Work order: Below are some records. How many of their lines contain the string "text"? Give the number only.

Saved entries
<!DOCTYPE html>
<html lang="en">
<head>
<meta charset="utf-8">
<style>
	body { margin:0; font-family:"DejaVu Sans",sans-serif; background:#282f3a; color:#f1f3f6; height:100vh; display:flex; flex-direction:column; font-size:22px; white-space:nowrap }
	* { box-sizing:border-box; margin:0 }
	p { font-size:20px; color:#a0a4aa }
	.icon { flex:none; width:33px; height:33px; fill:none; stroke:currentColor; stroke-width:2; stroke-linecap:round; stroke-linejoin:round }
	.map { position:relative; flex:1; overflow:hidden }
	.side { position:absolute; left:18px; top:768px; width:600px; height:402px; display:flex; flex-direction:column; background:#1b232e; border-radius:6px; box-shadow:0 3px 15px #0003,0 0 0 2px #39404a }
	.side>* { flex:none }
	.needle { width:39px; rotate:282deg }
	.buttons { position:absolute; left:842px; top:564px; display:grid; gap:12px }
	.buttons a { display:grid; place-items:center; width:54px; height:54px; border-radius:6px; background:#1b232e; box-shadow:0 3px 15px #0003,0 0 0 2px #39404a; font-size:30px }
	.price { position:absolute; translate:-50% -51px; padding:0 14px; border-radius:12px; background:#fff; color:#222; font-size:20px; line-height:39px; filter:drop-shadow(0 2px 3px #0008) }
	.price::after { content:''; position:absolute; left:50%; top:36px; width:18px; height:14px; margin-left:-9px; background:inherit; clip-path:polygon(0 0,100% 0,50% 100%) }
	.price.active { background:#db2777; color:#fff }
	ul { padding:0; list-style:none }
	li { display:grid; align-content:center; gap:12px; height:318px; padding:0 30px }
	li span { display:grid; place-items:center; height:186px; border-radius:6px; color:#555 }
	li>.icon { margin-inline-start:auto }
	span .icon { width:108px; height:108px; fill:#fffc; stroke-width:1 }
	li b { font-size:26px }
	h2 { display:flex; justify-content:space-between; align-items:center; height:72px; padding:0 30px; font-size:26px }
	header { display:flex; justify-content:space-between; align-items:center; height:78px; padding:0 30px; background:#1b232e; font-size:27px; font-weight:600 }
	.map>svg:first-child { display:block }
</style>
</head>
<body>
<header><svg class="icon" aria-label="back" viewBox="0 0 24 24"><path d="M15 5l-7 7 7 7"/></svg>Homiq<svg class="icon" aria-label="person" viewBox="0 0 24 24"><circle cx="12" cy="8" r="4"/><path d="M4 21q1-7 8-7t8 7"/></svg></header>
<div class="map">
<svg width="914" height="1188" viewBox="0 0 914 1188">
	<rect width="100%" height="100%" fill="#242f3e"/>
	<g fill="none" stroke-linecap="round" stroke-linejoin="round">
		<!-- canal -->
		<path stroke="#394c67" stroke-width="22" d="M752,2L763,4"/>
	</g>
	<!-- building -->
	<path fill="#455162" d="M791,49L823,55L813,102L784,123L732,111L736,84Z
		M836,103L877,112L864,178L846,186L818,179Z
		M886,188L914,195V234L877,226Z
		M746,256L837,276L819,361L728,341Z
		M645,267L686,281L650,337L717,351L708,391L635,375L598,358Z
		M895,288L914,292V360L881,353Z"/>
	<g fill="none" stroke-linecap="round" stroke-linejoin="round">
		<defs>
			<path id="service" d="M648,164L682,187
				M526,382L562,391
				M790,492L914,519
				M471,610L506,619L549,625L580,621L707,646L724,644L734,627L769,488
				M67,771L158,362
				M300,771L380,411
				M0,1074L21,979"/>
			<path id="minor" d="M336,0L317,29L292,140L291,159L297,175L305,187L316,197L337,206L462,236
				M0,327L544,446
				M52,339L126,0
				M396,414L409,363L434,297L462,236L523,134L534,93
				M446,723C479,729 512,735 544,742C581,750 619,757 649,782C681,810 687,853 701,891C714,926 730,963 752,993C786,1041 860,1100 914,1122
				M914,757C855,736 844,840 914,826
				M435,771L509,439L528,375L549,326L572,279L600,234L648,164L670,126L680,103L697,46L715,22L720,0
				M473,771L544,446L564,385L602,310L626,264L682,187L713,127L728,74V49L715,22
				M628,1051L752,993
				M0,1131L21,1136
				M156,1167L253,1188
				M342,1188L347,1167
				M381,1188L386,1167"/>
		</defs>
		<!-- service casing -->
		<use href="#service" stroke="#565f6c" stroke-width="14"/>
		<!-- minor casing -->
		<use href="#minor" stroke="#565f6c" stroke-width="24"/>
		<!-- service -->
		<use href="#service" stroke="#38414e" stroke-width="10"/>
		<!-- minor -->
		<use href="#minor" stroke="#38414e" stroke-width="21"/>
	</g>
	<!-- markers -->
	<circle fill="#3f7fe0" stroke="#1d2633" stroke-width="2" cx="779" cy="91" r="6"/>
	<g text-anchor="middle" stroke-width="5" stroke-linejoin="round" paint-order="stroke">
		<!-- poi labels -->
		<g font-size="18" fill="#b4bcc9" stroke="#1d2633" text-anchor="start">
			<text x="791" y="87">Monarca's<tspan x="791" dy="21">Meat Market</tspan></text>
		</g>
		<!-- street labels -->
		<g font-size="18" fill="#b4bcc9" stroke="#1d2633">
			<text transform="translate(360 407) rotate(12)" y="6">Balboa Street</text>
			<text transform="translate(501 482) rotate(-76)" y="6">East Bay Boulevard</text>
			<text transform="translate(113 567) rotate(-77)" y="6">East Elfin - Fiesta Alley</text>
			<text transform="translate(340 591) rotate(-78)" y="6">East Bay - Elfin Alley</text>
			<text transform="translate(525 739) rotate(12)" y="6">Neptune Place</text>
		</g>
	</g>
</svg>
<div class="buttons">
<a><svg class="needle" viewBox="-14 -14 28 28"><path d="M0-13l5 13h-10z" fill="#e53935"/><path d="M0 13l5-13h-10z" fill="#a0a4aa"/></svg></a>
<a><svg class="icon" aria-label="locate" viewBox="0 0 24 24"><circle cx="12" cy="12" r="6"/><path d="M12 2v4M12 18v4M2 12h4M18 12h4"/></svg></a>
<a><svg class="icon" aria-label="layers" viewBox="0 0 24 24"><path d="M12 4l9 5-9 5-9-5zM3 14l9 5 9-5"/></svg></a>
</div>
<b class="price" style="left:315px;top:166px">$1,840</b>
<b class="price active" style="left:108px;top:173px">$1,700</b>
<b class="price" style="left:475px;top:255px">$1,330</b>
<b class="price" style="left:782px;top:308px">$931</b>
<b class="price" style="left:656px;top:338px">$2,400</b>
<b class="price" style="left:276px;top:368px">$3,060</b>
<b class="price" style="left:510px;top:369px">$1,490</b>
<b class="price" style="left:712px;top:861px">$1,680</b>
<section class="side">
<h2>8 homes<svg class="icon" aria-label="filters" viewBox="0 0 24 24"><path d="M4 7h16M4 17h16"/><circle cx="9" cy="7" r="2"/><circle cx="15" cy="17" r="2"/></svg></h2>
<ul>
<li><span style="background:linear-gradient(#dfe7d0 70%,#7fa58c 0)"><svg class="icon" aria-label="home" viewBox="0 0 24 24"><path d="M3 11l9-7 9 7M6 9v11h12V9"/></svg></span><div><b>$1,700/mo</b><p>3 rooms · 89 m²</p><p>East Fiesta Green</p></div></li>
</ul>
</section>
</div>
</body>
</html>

Output of the exercise: 8